Show me every line in the listing that has the word "function".
•••
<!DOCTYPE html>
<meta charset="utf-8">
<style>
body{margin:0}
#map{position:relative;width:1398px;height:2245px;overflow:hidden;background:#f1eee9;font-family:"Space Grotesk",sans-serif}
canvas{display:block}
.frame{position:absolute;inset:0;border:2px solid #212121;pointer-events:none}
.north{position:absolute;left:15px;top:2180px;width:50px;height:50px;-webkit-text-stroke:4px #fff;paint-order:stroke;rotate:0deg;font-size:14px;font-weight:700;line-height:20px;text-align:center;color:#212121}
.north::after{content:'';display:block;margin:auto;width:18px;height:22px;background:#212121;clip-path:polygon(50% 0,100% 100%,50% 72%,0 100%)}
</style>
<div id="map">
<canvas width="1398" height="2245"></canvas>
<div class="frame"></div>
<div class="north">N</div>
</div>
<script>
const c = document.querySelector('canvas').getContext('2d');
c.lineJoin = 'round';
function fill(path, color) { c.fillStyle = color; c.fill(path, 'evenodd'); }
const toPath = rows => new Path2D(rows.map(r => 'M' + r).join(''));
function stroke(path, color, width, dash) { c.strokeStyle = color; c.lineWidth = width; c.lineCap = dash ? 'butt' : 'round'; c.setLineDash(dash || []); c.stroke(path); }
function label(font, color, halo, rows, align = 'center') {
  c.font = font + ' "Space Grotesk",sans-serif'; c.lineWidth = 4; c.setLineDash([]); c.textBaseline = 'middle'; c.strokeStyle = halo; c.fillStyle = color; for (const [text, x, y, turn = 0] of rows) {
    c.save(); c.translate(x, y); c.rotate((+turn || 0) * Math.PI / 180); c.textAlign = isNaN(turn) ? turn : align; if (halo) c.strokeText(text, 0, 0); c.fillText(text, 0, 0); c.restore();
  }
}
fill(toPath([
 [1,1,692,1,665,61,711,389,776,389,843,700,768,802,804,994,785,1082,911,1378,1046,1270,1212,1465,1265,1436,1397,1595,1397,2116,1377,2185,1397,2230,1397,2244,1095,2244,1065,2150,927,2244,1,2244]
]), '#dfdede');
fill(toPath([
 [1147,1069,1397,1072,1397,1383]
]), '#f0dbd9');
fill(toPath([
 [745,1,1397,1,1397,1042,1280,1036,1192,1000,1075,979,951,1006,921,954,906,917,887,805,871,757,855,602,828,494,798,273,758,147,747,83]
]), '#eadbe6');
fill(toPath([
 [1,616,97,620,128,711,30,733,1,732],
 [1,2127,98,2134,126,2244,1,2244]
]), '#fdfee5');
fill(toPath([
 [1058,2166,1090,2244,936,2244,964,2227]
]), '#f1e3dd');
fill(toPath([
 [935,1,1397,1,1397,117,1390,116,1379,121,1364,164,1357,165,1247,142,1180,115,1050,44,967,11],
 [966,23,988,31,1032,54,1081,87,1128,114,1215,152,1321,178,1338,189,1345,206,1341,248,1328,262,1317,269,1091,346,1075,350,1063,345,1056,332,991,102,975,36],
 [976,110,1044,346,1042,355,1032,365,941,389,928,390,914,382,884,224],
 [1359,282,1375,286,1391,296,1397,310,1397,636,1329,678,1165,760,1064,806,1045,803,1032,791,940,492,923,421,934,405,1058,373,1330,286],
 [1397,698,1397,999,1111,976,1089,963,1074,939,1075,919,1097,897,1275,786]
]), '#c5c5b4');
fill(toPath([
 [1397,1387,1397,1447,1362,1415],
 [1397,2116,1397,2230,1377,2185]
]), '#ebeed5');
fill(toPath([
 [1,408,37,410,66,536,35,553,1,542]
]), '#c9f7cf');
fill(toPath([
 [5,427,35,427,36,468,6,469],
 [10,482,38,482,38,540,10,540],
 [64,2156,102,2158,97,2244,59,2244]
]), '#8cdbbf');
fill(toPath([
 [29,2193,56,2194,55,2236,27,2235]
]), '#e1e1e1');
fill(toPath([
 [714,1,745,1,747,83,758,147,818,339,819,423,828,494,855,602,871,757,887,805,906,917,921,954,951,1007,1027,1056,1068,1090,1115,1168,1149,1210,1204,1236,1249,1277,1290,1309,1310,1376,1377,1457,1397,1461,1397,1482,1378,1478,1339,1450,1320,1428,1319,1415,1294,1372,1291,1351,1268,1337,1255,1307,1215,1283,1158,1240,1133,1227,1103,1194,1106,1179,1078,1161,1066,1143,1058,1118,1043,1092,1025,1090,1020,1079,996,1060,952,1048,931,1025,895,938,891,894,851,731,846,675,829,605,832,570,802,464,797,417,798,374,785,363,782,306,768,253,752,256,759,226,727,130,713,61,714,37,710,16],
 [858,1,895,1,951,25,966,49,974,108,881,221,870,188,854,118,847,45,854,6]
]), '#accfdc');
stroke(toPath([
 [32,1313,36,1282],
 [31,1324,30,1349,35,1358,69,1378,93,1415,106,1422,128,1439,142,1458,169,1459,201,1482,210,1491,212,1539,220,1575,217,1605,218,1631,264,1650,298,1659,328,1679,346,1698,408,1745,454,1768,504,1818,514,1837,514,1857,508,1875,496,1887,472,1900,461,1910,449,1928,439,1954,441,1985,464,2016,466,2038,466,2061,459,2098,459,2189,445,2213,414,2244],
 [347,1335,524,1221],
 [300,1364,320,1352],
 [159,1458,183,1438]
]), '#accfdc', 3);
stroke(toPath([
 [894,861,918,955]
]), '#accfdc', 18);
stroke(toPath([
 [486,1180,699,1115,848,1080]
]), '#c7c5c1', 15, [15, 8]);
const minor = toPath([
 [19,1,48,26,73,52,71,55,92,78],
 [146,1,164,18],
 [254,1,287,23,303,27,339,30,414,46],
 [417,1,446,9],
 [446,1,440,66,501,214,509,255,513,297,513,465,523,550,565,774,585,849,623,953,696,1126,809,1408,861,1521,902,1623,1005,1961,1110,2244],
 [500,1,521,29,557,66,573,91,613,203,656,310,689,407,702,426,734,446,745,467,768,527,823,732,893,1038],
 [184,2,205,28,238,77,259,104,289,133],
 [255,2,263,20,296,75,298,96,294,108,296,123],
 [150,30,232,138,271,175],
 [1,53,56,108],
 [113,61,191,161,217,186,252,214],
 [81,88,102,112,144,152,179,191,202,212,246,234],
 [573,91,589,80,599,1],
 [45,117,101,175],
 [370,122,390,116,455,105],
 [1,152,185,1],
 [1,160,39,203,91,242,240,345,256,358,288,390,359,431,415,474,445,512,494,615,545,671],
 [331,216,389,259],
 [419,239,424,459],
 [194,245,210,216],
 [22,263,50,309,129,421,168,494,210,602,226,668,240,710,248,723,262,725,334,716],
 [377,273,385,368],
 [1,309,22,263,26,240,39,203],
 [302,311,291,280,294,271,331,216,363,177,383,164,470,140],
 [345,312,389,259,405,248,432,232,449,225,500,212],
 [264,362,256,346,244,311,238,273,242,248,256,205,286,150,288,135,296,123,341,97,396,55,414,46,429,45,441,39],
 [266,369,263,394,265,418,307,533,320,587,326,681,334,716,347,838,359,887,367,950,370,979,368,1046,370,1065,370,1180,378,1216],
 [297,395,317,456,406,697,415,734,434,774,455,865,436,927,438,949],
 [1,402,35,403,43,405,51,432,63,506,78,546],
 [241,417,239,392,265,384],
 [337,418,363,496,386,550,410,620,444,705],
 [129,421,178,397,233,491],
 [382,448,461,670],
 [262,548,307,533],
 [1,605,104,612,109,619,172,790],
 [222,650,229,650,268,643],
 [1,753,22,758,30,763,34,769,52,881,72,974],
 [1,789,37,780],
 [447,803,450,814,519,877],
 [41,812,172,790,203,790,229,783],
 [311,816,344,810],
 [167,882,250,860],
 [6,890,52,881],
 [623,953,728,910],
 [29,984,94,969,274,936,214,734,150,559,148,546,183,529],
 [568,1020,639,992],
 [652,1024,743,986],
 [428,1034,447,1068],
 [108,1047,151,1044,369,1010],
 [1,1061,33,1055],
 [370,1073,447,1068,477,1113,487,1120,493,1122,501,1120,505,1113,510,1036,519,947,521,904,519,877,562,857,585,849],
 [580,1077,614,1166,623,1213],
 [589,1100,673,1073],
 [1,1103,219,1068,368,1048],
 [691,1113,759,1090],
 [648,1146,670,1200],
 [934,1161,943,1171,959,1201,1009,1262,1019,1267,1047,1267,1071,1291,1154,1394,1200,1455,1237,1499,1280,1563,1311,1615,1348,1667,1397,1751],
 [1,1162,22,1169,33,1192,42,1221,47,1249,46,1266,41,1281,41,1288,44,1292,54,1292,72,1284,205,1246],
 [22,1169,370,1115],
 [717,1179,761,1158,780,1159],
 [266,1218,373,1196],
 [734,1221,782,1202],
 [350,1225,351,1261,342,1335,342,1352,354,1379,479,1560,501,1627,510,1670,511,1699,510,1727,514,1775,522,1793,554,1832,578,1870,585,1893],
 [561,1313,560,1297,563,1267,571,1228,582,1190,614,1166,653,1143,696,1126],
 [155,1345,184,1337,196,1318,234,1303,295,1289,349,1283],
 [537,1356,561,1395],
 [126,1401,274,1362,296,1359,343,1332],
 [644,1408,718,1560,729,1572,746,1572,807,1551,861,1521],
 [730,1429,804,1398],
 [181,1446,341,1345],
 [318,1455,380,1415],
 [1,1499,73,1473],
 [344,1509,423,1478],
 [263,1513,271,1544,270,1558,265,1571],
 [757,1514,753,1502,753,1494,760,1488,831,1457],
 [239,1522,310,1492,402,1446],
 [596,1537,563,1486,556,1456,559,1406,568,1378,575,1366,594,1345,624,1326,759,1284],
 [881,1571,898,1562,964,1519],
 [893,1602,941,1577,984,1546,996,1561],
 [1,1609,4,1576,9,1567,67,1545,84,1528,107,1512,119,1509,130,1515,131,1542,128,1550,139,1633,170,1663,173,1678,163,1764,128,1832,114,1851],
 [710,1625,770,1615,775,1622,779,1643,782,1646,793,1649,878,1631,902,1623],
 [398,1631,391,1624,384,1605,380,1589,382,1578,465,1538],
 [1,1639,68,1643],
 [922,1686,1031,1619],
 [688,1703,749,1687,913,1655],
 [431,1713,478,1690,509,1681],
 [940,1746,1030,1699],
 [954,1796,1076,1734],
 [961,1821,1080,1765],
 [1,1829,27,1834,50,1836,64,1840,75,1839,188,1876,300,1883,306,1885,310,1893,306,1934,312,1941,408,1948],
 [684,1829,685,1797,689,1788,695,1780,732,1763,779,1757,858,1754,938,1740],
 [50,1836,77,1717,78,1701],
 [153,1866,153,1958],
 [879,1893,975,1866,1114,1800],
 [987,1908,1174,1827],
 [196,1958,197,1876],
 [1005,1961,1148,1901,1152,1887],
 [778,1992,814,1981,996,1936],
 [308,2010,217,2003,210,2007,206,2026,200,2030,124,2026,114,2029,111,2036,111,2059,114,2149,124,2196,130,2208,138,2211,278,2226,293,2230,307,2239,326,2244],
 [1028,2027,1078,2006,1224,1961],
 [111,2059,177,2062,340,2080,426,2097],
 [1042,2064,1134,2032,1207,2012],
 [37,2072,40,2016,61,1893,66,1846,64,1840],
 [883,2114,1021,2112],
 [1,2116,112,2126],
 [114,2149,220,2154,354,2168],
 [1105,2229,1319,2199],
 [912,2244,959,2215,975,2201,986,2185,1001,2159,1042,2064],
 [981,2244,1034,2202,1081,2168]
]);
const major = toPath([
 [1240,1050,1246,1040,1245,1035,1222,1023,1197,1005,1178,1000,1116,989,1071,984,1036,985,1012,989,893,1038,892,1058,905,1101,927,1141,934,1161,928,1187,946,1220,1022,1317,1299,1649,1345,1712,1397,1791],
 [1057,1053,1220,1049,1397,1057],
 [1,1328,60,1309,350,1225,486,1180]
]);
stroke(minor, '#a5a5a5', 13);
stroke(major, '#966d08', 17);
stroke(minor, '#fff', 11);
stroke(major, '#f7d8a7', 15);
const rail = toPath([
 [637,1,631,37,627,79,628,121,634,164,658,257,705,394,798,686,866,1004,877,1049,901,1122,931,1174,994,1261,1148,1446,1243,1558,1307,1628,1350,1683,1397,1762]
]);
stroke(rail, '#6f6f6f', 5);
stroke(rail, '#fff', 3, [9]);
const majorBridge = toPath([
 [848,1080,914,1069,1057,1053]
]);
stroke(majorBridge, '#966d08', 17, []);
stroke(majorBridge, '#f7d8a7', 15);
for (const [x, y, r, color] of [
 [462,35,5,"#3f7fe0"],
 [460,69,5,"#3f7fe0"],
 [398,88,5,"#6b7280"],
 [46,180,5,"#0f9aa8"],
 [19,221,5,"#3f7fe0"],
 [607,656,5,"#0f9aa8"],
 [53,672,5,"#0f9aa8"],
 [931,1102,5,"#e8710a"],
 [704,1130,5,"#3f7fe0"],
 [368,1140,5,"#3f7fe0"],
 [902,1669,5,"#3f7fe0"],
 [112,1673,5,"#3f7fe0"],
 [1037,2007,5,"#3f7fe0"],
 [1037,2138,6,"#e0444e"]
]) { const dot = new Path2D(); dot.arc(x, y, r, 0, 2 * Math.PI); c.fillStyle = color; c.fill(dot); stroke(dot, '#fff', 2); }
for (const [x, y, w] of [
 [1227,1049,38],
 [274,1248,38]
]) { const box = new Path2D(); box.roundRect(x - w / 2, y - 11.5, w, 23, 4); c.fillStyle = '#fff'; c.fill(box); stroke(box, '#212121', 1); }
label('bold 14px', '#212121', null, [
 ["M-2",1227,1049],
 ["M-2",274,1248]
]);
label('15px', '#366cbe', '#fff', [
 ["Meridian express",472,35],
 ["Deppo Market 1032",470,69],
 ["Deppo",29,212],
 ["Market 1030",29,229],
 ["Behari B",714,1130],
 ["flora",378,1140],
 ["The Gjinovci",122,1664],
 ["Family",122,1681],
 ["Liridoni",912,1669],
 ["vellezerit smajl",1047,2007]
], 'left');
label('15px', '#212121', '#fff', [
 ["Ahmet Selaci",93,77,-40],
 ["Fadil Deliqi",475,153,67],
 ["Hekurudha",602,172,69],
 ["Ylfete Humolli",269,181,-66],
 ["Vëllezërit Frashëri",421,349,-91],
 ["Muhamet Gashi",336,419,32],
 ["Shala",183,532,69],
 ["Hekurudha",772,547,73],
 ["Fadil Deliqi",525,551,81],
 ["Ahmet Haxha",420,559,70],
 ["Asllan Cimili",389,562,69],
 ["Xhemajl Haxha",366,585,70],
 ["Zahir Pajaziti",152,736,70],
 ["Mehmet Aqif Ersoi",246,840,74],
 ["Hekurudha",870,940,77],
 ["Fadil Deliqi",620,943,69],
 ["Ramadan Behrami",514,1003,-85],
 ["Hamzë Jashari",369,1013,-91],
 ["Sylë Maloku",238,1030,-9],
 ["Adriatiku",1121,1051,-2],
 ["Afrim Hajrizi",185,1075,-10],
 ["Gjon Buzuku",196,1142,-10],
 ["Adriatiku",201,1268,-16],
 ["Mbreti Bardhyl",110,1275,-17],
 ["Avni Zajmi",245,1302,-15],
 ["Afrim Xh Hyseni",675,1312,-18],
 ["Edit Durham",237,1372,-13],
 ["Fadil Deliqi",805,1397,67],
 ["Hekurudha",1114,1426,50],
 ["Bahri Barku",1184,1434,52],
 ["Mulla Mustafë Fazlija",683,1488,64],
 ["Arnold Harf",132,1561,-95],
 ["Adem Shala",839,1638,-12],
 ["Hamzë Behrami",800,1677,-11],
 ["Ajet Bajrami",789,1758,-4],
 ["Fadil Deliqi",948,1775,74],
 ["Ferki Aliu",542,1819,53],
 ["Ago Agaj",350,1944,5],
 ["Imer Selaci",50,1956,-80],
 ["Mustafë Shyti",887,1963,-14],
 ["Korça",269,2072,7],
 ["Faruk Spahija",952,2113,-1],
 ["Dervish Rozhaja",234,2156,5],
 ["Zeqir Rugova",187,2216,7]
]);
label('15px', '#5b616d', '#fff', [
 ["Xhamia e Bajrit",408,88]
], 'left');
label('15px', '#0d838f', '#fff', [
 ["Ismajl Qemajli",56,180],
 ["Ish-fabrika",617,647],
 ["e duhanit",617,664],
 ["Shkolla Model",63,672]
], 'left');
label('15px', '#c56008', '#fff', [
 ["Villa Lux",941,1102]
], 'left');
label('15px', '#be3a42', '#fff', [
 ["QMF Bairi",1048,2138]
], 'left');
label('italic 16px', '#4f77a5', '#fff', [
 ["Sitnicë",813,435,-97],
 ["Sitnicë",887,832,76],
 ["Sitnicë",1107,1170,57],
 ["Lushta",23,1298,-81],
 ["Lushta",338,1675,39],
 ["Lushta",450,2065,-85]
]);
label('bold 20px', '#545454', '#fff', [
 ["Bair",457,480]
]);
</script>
•••
#### Answer for this exercise:
function fill(path, color) { c.fillStyle = color; c.fill(path, 'evenodd'); }
function stroke(path, color, width, dash) { c.strokeStyle = color; c.lineWidth = width; c.lineCap = dash ? 'butt' : 'round'; c.setLineDash(dash || []); c.stroke(path); }
function label(font, color, halo, rows, align = 'center') {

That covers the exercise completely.